Yep, there were always 'better' architectures / systems / whatever around than the IBM PC. What they *didn't* have was the sheer scale and presence of IBM. A bit like the VHS/Betamax thing (wikipedia if you're not old enough to remember!), the 'best' doesn't always win. Here's my take:
As a home PC, IBM's offering was 1) bleeding expensive 2) very conservative. But then, you're talking about a very new market; home users were still largely geeky hobbyists and not major spenders. Where this beast was selling was in to business, where it was mainly about running things like Visicalc, Wordstar, Dbase II et al. The first 'killer app' that we saw was Lotus 1--2-3; that was when the conversation shifted from 'what can I do with this PC thing' to 'I want to run Lotus, I'll buy a PC, what else can it do?'
That only gets you so far. Where IBM's scale really told was in the corporate market. PCs started getting bought in for the bean counters to play spreadsheets on, secretaries (remember them :) ) to run Wordstar / WordPerfect / IBM Displaywrite (and that was important to IBM shops, believe me). Then folks started thinking 'why do we have this PC *and* a 3278 terminal on the desk?'. Lo, the birth of the comms card and the terminal emulator. IBM's 3278 emulator wasn't that functional, but because of the open architecture 3rd parties fixed that. The (3rd party) IRMA 3278 emulator sold like hot cakes in to our corporate accounts, you could do things like data transfers instead of just screen scraping and even local printing (!).
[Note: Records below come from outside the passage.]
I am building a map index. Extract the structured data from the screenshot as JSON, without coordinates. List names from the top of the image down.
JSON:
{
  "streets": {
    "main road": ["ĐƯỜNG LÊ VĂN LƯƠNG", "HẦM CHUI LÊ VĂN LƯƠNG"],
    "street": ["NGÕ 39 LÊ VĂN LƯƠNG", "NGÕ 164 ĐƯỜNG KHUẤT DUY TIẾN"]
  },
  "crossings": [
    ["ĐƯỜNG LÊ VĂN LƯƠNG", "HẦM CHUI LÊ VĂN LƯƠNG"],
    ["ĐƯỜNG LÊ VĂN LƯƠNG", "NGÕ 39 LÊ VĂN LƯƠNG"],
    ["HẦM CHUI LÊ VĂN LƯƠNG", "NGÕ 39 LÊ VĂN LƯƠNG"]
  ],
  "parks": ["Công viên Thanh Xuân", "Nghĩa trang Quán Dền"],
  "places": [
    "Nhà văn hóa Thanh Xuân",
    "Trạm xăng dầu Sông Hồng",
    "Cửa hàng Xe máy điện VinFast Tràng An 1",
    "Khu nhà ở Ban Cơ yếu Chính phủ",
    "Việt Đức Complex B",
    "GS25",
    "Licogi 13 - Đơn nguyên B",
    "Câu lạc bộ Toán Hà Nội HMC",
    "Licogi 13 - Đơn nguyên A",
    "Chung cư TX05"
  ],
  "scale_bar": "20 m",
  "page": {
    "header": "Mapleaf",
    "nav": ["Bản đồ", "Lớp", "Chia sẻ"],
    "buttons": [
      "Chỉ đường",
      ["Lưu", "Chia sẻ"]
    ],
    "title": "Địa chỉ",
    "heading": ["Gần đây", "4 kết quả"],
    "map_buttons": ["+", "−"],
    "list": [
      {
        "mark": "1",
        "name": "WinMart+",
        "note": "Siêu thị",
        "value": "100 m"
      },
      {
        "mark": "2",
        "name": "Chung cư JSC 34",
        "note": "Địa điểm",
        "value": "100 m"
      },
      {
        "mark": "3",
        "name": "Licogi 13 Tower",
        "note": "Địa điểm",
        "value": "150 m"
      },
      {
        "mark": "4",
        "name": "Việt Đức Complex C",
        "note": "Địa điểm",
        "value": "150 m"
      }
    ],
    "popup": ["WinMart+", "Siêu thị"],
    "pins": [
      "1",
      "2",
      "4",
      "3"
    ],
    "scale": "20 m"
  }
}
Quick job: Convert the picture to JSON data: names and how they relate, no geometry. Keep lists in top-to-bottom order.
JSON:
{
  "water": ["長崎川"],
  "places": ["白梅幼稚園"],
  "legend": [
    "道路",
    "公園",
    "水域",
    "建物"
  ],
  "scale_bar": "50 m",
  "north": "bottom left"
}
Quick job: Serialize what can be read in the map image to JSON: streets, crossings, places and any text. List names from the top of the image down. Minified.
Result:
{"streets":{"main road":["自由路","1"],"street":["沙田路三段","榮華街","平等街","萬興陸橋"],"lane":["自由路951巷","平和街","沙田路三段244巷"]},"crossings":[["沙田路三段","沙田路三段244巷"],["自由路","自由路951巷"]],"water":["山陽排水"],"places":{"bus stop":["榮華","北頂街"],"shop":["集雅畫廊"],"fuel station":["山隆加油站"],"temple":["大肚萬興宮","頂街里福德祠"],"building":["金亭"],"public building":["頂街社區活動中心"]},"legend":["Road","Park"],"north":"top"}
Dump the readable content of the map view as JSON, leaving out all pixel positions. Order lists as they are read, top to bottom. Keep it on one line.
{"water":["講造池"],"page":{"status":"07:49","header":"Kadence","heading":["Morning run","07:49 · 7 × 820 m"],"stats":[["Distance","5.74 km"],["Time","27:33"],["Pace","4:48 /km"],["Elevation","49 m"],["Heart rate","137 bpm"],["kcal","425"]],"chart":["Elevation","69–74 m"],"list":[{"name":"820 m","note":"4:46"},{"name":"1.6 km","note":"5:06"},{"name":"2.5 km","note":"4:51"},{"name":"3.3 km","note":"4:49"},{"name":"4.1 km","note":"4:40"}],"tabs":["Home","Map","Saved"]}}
So now what you're looking at is a large market that lots of players want to get in to. And that software houses want to develop for. And that hardware OEMs want to supply to (multi-function cards, disks, graphics cards, networks and so forth). And that IBM have decreasing control over as their competitors in the PC-compatible market establish good brand reputation (notably Compaq, for instance). Ladies and gentlemen, we have a commodity. And since commodities generally only get cheaper in real or relative terms, the market expands to the folks who think 'hey, I could have one of these at home'.
At first, the excuse is that we can do some work at home. After all, one of the most common reasons given to my salesfolk in the early days of home computers was 'I can do my home accounts on it, see'. And the games were a sort of bonus. Hmm, yeah... Amazing how many copies of Flight Simulator we sold for 'work at home' PCs. Things like MS-Windows (for better or worse, add your attitude here) make it all look easier and prettier. The graphics get better, the machines get faster, the games get better and the prices fall. The smaller competitors drop out or start building PCs, leaving eventually an x86/MS dominated market.
So, after all that, what are we celebrating? Not the sheer brilliance of a manufacturer blessed with miraculous oracular powers, but rather the appearance of a machine which as much by accident as design laid the foundation for what we have today. Could it have been better? Quite probably. But 30 years later, we still call 'em PCs, even though IBM don't make 'em any more.